As mulheres que serviram como dupla mortal para grupo Talibã - Plataforma Media

As mulheres que serviram como dupla mortal para grupo Talibã

Mulheres que atraíram um oficial de segurança afegão para a morte com promessas de sexo antes de disparar nele e despejar o seu corpo num cemitério estão entre os milhares de criminosos Talibãs libertados como parte de um frágil plano de paz.

Enquanto os islâmicos ultraconservadores banem as mulheres de muitas áreas da vida – muitas vezes forçando-as a ficar em casa e impedindo-as de trabalhar na maioria dos empregos – não hesitaram em usar Muzghan e a sua tia Nasreen como assassinas.

Ambas foram libertadas da prisão em setembro depois de confessar serem membros da ultra-violenta rede Talibã, Haqqani.

As duas mulheres estavam no corredor da morte após vários assassinatos, incluindo o de um agente da inteligência sob ordens de um comandante do Talibã, afirmou um oficial de segurança à AFP.

De acordo com o oficial de segurança, usaram a filha de Nasreen como isco, “sob o pretexto de vender o seu corpo”.

A dupla disparou no homem com uma pistola e colocou o corpo numa caixa de metal que deixaram no cemitério local, como consta nos arquivos do caso.

Documentos judiciais vistos pela AFP mostram que ambas eram assassinas prolíficas – adeptas não apenas na mortal “armadilha de mel”, mas também em assassinatos mais violentos – incluindo o de familiares.

Dois homens da sua família que trabalhavam como polícias morreram nas mãos das mulheres – um foi envenenado e o outro morto quando plantaram uma “bomba pegajosa” debaixo do assento do seu carro.

Não é incomum membros da mesma família optarem por lados opostos no conflito de longa duração no Afeganistão.
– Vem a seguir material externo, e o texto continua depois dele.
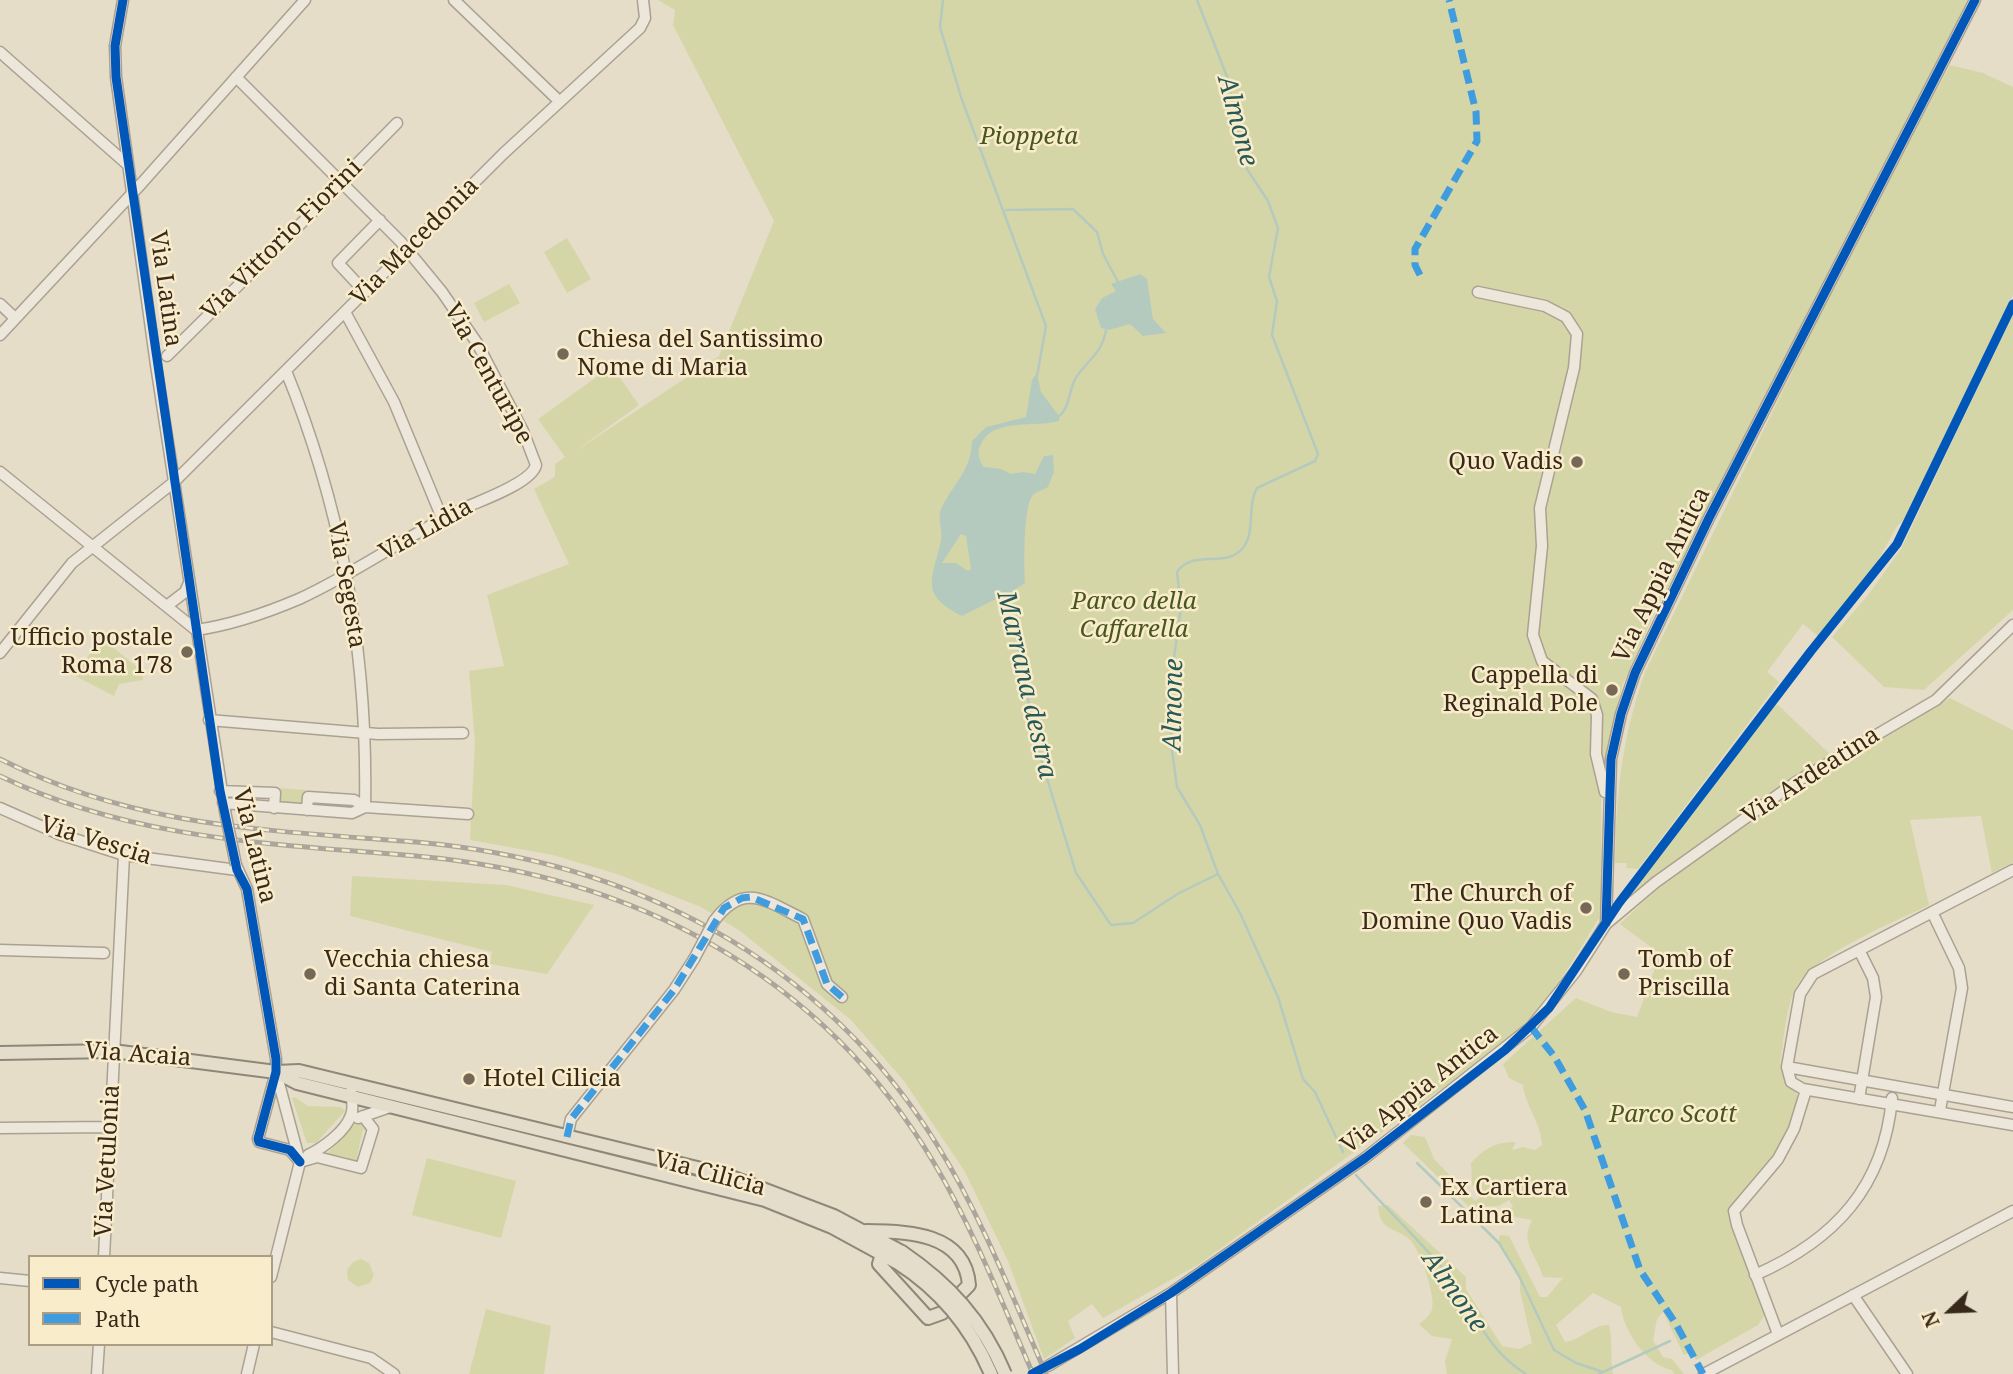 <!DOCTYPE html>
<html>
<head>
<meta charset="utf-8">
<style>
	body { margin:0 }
	#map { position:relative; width:2013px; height:1374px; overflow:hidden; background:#e5ddc8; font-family:"Noto Serif",serif }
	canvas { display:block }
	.legend { position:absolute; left:28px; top:1255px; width:245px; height:91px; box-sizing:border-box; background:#f9eccb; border:2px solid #ac9e84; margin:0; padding:9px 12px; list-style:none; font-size:21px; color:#38291a }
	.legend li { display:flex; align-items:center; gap:14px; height:35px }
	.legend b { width:35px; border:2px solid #ac9e84 }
	.north { position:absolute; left:1915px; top:1276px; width:70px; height:70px; -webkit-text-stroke:5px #f9eccb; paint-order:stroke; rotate:247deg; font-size:19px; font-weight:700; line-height:28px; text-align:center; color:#38291a }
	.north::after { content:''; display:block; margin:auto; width:24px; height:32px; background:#38291a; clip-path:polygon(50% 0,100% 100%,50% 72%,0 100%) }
</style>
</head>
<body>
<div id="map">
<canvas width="2013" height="1374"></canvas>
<ul class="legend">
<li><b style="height:9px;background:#0057b8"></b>Cycle path</li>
<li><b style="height:9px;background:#3e9cdf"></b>Path</li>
</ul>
<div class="north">N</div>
</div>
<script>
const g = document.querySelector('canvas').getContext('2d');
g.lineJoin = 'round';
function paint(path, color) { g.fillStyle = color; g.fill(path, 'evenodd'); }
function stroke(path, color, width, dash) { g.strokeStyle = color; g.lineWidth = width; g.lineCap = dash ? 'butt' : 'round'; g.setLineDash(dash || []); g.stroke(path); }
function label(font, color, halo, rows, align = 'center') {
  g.font = font + ' "Noto Serif",serif'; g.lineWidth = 5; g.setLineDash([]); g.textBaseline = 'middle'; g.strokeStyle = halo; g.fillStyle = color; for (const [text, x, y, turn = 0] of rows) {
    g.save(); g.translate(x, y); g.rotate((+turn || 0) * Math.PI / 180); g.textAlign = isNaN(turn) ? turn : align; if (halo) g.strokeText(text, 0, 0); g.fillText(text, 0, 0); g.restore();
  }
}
const green = new Path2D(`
	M658,0H1973L1654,614L1622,686L1606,758L1601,803L1602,891L1599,918L1569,967L1528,1023L1501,1046L1199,1264L1103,1318L1092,1304L1068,1321L1075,1338L1044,1359L1008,1261L965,1172L904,1081L851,1020L740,931L701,907L617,874L553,855L470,840L475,742L469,671L504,666L487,595L569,564L534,489L555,477V464L565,457L538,419L612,366L639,405L574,452L719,356L774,221L673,25L675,10Z
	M1950,65L1983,73L2013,87V295L1907,516L1897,526L1875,566L1818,636L1803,624L1767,672L1779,682L1638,869L1626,868L1627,863H1615C1616,793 1622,738 1645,672L1862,229Z
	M567,238L591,279L567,293L544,252Z
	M509,284L520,303L484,322L474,303Z
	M2013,314V610L1924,690L1884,687L1832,637L1868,595L1901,549Z
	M104,640L142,671L143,680L119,684L114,696L75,676L89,655Z
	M1950,698L2013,730V862L1992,873L1981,816L1910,820L1929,905C1895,922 1809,956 1795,990C1785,1011 1784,1040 1780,1063L1800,1100C1795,1120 1786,1143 1773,1160C1759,1178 1735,1193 1730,1215L1766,1313L1758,1325L1696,1360L1692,1352L1684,1355L1663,1312L1657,1319L1653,1340L1663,1357L1672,1359L1684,1374H1674L1672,1370C1647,1366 1623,1330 1621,1307L1593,1293L1556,1325L1565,1342C1582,1340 1592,1324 1609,1325C1613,1343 1610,1357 1613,1374H1447L1445,1361L1452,1339L1432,1336L1419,1324C1423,1321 1429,1316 1431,1312C1438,1301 1420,1249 1410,1240C1395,1226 1380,1233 1378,1206L1388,1205L1466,1277V1289L1502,1346L1519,1349L1532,1343L1520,1291V1277L1498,1244L1500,1235L1509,1236L1540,1297H1547L1563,1278L1543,1277C1537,1255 1519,1243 1532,1220L1505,1215L1513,1206L1509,1200L1499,1206L1469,1207L1403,1143L1411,1135L1425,1137L1434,1159L1475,1201L1484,1195L1472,1185L1471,1163C1485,1148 1495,1142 1516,1142L1512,1150L1523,1147L1535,1150L1542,1145C1541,1122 1525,1106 1523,1085L1509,1078L1503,1064L1576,998L1611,1012L1637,1017L1660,954L1620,924C1717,828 1836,769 1950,698Z
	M1772,704L1778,705L1832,756L1707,839L1637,893L1634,890Z
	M277,788L306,790L305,807L277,804Z
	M352,876L506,885L594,905L547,974L490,964L492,952L350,916Z
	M295,1097L308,1106L341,1107L345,1111L316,1143H307L292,1098Z
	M363,1120L369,1131L363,1130L357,1156L362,1158V1161L347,1160V1157L326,1155L354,1124Z
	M427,1158L516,1181L501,1238L412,1215Z
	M361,1259L369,1263L374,1275L370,1283L358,1287L348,1280L347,1270L353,1262Z
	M486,1309L551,1326L544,1374H469Z`);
const water = new Path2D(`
	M1140,274L1147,279L1153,319L1166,333L1143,336L1130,324L1109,330L1101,328L1095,309L1102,298L1116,291L1111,284Z
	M1037,373L1041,392L1059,416V421C1036,428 991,417 980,446C977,453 979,461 984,467L1001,469L1011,474L1023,472L1035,474L1044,456L1053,455L1054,472L1048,487C1043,490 1037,491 1033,495C1023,505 1024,566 1025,583L1013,591L1010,609L998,598L962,616C918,594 933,579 941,540C943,530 937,518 941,509C953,483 971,472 972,441L986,427L1026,417L1032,380ZM961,534L966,536L971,569L968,571L956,563H942Z`);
const stream = new Path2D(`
	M943,0L940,27L962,100L1046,326L1037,376
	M1197,0L1228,79L1245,166L1268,201L1278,228L1269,277L1277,301L1272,335L1318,454L1315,461L1257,488C1246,507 1257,534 1241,550C1224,568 1192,549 1177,572L1181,607L1172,672L1171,743L1177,787L1200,825L1218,874L1240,913L1278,997L1303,1079L1315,1092L1343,1152
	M1006,210L1073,209L1097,232L1103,254L1118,282
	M1059,416C1071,407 1068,389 1077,376C1089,359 1102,353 1106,330
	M1010,607L1016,622L1019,657L1041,759L1076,873L1111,925L1133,923L1179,893L1218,874
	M1417,1163L1499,1243L1519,1276L1554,1350L1576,1363L1603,1372
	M1356,1175C1384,1207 1417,1237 1444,1270C1474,1306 1483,1348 1526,1374
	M1599,1374L1670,1341`);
const minorTunnel = new Path2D(`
	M1032,1374L1048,1366`);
const minor = new Path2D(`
	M123,0L115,46L116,77L156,365L225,811
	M454,0L558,100
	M0,52L128,165
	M365,292L338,263L380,220
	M1478,292L1545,306L1566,317L1577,334L1574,368L1540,508L1542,546L1533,635L1542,661L1592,699L1597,715L1596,754L1605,792
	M0,304L15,318
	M345,312L394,402L442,518
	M0,335L141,184L305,0
	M167,356L343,182L346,175L397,123
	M286,371C343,511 368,656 365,807
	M0,472L196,630
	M168,605L185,592L189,583
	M196,630C232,625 266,613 299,599C358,572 410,533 469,506C485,499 532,482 536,465L523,431L477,343L442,292L400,241L236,77
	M0,653L72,563L174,482L504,153L640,28L645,18L643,0
	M209,720L378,734L463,733
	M220,791L275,793L274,808
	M223,803L352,813L365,807L468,814
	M0,808L59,834L124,855L237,870
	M307,810L308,797L354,800L365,807
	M236,865L247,889L276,1059V1072L258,1139L259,1142L290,1150L300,1162
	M1932,912L1959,968L1962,988L1940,1110
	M714,921C744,881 766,901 803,919L827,984L842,997
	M1606,924L1656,882L1796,782L1936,700L2013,625
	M0,950L104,953
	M1787,1067L1800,994L1813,974L2013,870
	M1859,1099L1876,997L1873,978L1859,950
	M2013,1107L1787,1067L1791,1082L1803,1089L2013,1125
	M358,1118L390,1107
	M0,1128L111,1127
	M567,1137L571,1119L674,990L694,959
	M308,1155C323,1148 346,1131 351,1115C354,1108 352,1099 351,1092
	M300,1162L317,1157L361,1168L373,1129L363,1116
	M104,1257L124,855
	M1755,1275C1835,1240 1884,1187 1892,1098
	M271,1277L300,1162L276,1072
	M0,1278L30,1281
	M1171,1293L1173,1374
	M1853,1295L1907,1374
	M271,1332L371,1358L394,1374
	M1778,1334L1737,1225L1734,1211L1778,1159L1794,1129L1806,1090
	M1048,1366L1171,1293L1365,1158L1531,1027L1576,971L1606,924L1611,759L1621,714L1635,673L1709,518L1975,0
	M97,1374L99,1344
	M247,1374L254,1344
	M1704,1374L2013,1211`);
const major = new Path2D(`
	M0,1053L113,1051L276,1072L299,1071L726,1175L834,1216L902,1252
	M276,1072L297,1083L765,1200L832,1227L898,1263
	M866,1231C907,1231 965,1233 969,1285L942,1313L928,1318L879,1264L882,1254`);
const rail = new Path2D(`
	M0,759C137,828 267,830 416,842C630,861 820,957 936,1143C981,1215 1012,1296 1046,1374
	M0,776C132,840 273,844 416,856C632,875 821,973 934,1163C974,1230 1002,1303 1033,1374`);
const minorBridge = new Path2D(`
	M225,811L236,865
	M694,959L714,921`);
const majorBridge = new Path2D(`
	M902,1252C949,1284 983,1321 1005,1374
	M898,1263C940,1290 971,1327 991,1374`);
const quiet = new Path2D(`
	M1420,275L1415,265V249L1477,141L1476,112L1449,0
	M1531,1027L1554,1056L1585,1110L1640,1270L1676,1324L1703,1374
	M567,1137L571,1119L674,990L724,908L742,898L751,897L803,919L827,984L842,997`);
const cycleway = new Path2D(`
	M123,0L115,46L116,77L220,791L237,870L247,889L276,1059V1072L258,1139L259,1142L290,1150L300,1162
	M1606,923L1611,759L1621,714L1635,673L1709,518L1975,0
	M1032,1374L1080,1349L1171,1293L1365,1158L1505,1050L1549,1008L1619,903L1811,651L1897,544L2013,304`);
const markers = [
	[563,354,7,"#756857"],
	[1577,462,7,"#756857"],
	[187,652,7,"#756857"],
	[1612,690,7,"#756857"],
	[1586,908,7,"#756857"],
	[310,974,7,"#756857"],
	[1624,974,7,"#756857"],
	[469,1079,7,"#756857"],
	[1426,1202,7,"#756857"]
];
const parkNames = [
	["Pioppeta",1029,137],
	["Parco della",1134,602],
	["Caffarella",1134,630],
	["Parco Scott",1673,1115]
];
const streetNames = [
	["Via Vittorio Fiorini",282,240,-45],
	["Via Macedonia",415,242,-45],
	["Via Latina",165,289,82],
	["Via Centuripe",488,374,61],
	["Via Lidia",426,530,-29],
	["Via Appia Antica",1662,575,-64],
	["Via Segesta",346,585,80],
	["Via Ardeatina",1811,776,-33],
	["Via Vescia",96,841,17],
	["Via Latina",254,846,76],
	["Via Acaia",138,1055,4],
	["Via Appia Antica",1420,1090,-38],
	["Via Vetulonia",108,1161,-87],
	["Via Cilicia",710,1174,15]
];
const poiNames = [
	["Chiesa del Santissimo",577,340],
	["Nome di Maria",577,368],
	["Quo Vadis",1563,462,"right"],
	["Ufficio postale",173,638,"right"],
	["Roma 178",173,666,"right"],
	["Cappella di",1598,676,"right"],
	["Reginald Pole",1598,704,"right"],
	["The Church of",1572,894,"right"],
	["Domine Quo Vadis",1572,922,"right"],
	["Vecchia chiesa",324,960],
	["di Santa Caterina",324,988],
	["Tomb of",1638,960],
	["Priscilla",1638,988],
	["Hotel Cilicia",483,1079],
	["Ex Cartiera",1440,1188],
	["Latina",1440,1216]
];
const waterNames = [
	["Almone",1237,121,75],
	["Marrana destra",1026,685,77],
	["Almone",1174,705,-89],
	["Almone",1454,1292,55]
];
paint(green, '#d5d6a8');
paint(water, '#b5cabe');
stroke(stream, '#b5cabe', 2.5);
stroke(minorTunnel, '#c2b9a5', 10, [10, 5]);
stroke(minor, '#aaa192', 13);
stroke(major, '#8f8779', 16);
stroke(minor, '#ece7da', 10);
stroke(major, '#e5ddcb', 12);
stroke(rail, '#aba69b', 5);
stroke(rail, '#f9eccb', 2.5, [8]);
stroke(minorBridge, '#aaa192', 13, []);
stroke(majorBridge, '#8f8779', 16, []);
stroke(minorBridge, '#ece7da', 10);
stroke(majorBridge, '#e5ddcb', 12);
stroke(quiet, '#3e9cdf', 7, [14, 7]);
stroke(cycleway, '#0057b8', 9);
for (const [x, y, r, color] of markers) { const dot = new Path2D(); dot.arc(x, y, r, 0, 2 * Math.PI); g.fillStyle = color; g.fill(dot); stroke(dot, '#f9eccb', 2.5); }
label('italic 24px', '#48571e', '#f9eccb', parkNames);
label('24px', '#38291a', '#f9eccb', streetNames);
label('24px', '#38291a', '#f9eccb', poiNames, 'left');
label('italic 26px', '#275a57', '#f9eccb', waterNames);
</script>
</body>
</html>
“Fui presa por assassinato, sequestro e cooperação com a rede Haqqani”, disse Muzghan num vídeo feito por autoridades antes da sua libertação.

“Não vou entrar neste grupo novamente”, afirmou.

É extremamente raro mulheres participarem em ataques pelos Talibã, notórios por proibir escolas para meninas, forçar mulheres a usar burcas e, às vezes, executar mulheres acusadas ​​de adultério.

Dos mais de 5.000 prisioneiros talibãs libertados numa troca de prisioneiros que os insurgentes estabeleceram como pré-condição para as negociações de paz com o governo afegão, apenas cinco eram mulheres.

Casos como o destas mulheres são “quase inéditos”, disse a analista Ashley Jackson, do think tank Overseas Development Institute.

“As normas e a ideologia dos Talibã relegam firmemente as mulheres à esfera doméstica. Permitir que participassem ou admitir que desempenharam um papel na guerra seria contra os princípios ideológicos centrais do movimento”, explicou à AFP.

A troca de prisioneiros, que também permitiu aos Talibã libertar cerca de 1.000 forças de segurança afegãs, recebeu condenação internacional quando se tomou conhecimento de que vários insurgentes responsáveis pelas mortes de tropas estrangeiras estavam a ser libertados.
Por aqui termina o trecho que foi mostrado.